Where Does a Mind Go?

I have been trying not to think about it. I can forget everything else, but this, this just keeps on cycling round and round my brain. Sometimes it seems to be the only thing there. What if? What if I? No I won’t finish the thought. I am full of fear.

It’s Toronto and three days and nothing to do in them. I can walk around outside the hotel but the wind is irritable, itching to pick a fight, and downtown is cold and gray and permanently in shadow.

I must get out. The hotel room is like office furniture. I can’t feel my freedom. At the moment it’s just a space where something comforting should be, except there’s only me.

And I’m fumbling, stumbling, gray myself and so middle-aged I can barely breathe. Where is my joy? Am I not lucky? Nothing to do, no-one to do it with.

I get to decide. It’s up to me, but me’s a blur that can’t decide and the hotel room feels like the paisley carpet is crawling up the walls and across the ceiling and will finally fold over me and squeeze. I shall die of generic luxury.

Out I go. Spit myself out on the blustery sidewalk. My coat won’t fit me and I feel like human wind resistance. I’m moving so I must be going somewhere.

I’ve walked Toronto flat before — South African vernacular — don’t need to do it again. Not when the wind wants to peel me and eat me.

A bookstore. God! Thank heavens, a bookstore. I shuffle through the revolting doors. But what am I interested in, I forgot. I don’t have to buy a book. I have enough reading material to float me right through the afterlife. I have five books in my suitcase. Five books, three days and no brain.

I pick up a book, it’s on that thing I don’t want to think about. I stand there with my purse repeatedly escaping from my coated shoulder. I have to keep putting the book down to catch it. I stand there and my knees turn to water.

She’s a medical professional, the author, an academic. She must be pleased; the book is right there on the front table as you walk in. It’s lyrical title full of wistful hope jumps out at you.

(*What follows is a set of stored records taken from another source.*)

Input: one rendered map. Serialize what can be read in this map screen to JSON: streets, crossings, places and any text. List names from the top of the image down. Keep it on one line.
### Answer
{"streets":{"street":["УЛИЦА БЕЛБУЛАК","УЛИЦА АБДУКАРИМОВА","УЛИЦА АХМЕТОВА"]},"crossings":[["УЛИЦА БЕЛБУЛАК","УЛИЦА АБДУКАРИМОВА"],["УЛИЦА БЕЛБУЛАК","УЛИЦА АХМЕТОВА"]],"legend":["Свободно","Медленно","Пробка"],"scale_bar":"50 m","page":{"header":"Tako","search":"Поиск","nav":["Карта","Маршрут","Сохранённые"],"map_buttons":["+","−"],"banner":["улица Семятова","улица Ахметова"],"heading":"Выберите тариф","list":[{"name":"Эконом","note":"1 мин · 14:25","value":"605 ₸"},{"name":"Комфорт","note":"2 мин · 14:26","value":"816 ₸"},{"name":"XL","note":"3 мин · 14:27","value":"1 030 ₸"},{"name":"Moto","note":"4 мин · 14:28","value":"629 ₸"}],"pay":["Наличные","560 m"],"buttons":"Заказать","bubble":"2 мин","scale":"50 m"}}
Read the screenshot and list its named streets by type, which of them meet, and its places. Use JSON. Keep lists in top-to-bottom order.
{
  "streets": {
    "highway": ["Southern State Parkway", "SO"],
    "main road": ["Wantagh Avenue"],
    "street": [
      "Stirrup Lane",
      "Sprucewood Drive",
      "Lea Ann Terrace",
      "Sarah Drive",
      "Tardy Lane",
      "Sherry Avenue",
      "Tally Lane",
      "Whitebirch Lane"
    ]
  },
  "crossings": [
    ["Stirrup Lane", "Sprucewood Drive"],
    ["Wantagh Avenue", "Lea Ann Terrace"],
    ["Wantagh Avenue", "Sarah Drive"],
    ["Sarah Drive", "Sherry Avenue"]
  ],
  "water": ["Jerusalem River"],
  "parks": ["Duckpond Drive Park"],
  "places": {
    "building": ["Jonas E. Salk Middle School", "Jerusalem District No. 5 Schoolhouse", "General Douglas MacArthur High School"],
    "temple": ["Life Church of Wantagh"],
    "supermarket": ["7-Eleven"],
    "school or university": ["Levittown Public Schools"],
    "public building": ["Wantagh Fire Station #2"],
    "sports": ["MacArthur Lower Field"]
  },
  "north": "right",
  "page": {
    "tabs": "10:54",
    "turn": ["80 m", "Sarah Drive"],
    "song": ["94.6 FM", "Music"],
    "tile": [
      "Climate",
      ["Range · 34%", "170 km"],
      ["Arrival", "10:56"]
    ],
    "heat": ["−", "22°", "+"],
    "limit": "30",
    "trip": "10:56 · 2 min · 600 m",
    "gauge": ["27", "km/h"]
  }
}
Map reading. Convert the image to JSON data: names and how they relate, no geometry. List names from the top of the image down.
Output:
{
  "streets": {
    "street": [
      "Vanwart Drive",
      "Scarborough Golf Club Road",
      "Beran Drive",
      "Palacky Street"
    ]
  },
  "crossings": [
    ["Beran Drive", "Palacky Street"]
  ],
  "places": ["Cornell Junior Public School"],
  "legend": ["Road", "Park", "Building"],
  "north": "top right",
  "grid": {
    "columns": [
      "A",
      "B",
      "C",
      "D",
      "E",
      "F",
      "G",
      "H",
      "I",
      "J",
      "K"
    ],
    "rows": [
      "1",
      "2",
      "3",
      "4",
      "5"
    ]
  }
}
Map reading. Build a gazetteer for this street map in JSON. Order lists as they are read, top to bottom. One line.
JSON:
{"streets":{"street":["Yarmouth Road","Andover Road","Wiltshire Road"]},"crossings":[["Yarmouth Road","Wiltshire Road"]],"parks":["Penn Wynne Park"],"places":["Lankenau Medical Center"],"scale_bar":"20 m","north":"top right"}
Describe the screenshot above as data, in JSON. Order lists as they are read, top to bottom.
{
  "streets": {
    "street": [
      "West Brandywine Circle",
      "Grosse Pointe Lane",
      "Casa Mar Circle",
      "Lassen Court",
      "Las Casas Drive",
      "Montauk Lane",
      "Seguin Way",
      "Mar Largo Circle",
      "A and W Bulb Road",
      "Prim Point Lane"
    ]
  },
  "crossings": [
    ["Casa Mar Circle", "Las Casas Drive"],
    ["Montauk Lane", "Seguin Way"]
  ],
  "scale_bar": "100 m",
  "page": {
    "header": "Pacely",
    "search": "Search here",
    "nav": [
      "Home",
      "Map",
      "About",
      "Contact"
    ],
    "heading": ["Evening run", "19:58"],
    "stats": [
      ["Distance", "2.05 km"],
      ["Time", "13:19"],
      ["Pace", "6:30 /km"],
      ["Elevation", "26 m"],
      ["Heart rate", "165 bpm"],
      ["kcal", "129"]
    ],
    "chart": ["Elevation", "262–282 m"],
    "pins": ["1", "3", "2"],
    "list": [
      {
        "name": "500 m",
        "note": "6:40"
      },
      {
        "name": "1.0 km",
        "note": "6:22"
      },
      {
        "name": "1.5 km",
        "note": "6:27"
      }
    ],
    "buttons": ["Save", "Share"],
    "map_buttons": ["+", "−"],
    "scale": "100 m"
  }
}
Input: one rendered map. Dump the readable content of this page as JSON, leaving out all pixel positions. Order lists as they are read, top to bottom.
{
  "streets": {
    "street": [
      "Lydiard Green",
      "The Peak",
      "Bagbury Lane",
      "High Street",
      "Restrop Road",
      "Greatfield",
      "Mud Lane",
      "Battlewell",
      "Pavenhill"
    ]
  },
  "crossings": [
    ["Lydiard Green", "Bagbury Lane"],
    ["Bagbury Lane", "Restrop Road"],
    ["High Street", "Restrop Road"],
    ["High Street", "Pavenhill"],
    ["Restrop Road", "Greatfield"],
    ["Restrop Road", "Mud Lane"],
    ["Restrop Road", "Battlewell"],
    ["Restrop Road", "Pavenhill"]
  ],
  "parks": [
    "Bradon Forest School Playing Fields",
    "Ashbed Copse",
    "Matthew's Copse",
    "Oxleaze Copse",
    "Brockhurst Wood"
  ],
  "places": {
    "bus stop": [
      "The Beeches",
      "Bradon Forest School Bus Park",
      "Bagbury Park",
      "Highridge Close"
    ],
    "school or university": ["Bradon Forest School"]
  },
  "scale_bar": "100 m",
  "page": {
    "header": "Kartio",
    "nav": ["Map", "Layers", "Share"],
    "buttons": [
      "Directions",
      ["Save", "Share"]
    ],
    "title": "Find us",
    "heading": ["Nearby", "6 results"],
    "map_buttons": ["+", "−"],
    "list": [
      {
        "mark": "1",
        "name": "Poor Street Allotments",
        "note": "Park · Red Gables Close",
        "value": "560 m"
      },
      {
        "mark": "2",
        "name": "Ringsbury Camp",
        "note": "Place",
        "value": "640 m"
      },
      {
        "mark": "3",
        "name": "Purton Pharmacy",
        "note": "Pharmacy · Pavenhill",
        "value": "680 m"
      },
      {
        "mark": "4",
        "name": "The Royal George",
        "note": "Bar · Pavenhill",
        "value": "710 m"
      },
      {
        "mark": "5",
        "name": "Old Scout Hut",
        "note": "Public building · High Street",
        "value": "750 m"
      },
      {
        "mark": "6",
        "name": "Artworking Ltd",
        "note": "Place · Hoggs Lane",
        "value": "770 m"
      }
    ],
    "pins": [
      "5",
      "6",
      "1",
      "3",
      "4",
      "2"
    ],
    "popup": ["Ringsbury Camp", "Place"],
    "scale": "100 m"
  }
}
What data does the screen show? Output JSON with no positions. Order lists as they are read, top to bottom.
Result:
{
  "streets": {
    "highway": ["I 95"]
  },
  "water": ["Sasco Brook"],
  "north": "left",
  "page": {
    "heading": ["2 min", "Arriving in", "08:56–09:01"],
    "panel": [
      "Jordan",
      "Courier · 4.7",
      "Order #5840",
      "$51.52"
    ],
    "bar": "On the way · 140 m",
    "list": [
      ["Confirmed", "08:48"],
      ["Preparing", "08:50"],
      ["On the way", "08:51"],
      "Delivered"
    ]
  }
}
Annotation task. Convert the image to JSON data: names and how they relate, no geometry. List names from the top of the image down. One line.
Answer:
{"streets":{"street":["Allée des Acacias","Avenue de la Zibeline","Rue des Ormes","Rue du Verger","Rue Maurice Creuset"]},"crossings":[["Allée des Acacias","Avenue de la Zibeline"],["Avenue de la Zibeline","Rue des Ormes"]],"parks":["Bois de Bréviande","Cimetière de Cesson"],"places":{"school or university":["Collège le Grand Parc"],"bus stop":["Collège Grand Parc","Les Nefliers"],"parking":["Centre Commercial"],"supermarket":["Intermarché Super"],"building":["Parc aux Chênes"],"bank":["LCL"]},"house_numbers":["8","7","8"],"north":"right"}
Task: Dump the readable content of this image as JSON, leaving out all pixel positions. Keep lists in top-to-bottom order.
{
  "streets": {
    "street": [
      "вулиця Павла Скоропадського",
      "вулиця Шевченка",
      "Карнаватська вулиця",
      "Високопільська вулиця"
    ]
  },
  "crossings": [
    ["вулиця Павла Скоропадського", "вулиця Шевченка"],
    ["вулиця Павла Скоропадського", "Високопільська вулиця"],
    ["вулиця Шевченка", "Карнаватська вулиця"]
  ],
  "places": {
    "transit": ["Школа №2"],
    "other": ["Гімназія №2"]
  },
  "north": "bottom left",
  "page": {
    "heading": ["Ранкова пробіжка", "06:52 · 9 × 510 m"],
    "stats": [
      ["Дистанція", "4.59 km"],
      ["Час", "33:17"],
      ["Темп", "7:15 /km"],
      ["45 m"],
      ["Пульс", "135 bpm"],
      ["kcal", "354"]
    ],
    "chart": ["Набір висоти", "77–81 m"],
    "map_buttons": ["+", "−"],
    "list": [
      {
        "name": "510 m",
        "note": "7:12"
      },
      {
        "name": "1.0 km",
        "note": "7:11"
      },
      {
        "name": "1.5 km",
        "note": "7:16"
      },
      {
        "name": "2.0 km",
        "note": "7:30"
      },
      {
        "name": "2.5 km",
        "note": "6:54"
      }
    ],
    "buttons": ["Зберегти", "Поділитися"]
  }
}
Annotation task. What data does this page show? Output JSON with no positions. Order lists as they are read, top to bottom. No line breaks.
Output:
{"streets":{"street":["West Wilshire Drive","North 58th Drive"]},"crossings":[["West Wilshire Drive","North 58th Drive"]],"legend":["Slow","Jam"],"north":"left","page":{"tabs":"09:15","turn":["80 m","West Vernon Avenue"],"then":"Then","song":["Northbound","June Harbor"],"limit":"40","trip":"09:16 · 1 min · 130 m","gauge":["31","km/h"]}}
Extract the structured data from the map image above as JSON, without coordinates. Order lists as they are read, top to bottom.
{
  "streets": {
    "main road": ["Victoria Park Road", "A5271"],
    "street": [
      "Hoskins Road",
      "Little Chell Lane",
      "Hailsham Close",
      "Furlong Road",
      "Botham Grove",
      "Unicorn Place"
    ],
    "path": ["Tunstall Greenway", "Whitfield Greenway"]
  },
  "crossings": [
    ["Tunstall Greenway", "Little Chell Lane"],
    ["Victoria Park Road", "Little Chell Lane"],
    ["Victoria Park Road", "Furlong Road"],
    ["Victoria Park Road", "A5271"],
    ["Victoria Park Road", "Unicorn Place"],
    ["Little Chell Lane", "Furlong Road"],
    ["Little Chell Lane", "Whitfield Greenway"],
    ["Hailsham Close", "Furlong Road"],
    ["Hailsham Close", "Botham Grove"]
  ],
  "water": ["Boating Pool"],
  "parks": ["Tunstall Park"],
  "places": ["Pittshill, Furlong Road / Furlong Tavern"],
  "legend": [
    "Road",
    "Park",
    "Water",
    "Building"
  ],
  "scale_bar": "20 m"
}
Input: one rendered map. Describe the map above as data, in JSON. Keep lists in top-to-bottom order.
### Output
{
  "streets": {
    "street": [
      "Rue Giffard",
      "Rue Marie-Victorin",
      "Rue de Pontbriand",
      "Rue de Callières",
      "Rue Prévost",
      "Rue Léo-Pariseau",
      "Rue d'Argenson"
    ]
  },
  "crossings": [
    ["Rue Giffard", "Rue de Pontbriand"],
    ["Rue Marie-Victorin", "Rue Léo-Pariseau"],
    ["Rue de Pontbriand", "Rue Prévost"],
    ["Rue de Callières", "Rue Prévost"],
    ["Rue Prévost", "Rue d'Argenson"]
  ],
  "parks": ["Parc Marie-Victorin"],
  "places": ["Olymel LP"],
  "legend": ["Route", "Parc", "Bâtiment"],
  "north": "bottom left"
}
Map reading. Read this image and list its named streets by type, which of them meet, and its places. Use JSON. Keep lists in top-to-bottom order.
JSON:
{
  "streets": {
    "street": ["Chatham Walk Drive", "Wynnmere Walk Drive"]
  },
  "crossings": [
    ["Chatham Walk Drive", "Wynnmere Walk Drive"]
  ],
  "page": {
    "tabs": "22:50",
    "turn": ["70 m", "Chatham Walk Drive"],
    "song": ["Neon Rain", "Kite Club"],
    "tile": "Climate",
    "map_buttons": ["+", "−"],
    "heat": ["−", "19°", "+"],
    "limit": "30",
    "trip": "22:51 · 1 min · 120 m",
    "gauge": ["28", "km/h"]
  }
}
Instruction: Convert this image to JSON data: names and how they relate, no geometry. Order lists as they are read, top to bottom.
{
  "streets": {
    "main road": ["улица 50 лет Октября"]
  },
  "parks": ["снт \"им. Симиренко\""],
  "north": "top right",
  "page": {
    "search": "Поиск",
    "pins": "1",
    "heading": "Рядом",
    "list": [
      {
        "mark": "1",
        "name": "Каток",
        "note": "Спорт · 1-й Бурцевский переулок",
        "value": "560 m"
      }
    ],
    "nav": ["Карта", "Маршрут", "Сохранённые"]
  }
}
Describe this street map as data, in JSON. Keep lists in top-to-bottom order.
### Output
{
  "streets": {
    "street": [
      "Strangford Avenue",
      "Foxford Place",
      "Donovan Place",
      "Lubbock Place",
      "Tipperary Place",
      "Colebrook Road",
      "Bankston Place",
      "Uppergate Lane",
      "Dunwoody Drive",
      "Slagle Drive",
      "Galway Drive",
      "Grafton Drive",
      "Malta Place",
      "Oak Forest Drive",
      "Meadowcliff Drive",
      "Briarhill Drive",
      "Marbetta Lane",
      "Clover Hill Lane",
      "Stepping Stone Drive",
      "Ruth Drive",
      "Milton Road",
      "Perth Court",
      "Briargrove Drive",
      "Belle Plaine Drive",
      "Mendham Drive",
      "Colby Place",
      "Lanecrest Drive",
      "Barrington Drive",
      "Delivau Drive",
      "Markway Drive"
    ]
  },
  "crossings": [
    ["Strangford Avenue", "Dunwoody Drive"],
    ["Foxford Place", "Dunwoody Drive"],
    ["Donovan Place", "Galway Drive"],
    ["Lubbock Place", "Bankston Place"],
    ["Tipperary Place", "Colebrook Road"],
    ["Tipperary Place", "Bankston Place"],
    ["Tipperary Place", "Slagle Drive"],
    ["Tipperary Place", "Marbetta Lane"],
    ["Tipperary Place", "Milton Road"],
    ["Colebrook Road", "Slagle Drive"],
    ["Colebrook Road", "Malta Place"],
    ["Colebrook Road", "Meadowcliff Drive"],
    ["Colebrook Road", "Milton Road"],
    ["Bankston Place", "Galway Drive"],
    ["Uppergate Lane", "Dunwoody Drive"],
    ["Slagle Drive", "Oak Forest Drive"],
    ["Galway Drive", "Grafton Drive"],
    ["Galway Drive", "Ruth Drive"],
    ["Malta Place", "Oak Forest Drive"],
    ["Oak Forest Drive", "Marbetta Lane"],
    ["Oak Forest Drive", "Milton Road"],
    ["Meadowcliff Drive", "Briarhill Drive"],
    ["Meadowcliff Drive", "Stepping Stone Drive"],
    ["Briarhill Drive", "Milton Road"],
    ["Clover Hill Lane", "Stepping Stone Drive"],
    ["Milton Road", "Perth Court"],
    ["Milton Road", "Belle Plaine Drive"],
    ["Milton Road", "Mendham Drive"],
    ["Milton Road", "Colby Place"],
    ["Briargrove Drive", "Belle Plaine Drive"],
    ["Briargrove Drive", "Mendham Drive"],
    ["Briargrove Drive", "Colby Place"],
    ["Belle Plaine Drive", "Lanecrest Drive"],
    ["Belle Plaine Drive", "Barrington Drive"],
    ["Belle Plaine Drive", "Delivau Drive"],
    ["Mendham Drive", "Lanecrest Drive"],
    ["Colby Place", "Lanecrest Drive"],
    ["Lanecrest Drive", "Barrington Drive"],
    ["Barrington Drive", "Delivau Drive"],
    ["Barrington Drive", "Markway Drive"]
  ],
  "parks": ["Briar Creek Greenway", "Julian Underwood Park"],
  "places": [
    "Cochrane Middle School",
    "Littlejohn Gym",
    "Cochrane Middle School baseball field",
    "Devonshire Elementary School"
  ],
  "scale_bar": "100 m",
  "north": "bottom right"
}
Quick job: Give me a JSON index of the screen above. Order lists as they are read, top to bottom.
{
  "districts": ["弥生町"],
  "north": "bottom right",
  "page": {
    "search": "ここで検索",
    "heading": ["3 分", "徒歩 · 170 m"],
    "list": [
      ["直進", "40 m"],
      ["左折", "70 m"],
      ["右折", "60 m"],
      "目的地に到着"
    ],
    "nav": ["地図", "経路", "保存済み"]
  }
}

She’s up on all the research, she knows everything there is to know about it, but it doesn’t matter, she gets it anyway, still loses the words as fast as she finds them. She must have written this in precious moments of lucidity.

She outlines the symptoms as she experiences them. My heavy brain ricochets all over the place trying to get out of the way of my thoughts.

Do I have it too? Do I have this horrible thing whose name I can never remember, the possibility I can never forget? Is that where my words have gone? I’m standing there with the corner of the table making a dent in my hip. I feel unfocussed with terror. What if I do? Should I go for a brain scan, should I confess to my husband. I am a mass of panic and such grief. Where have all my memories gone?

I put the book down like it’s full of germs and I walk away. All the way back to the hotel closing the doors in my mind. No, we won’t go here. Slam. Or there. Shut.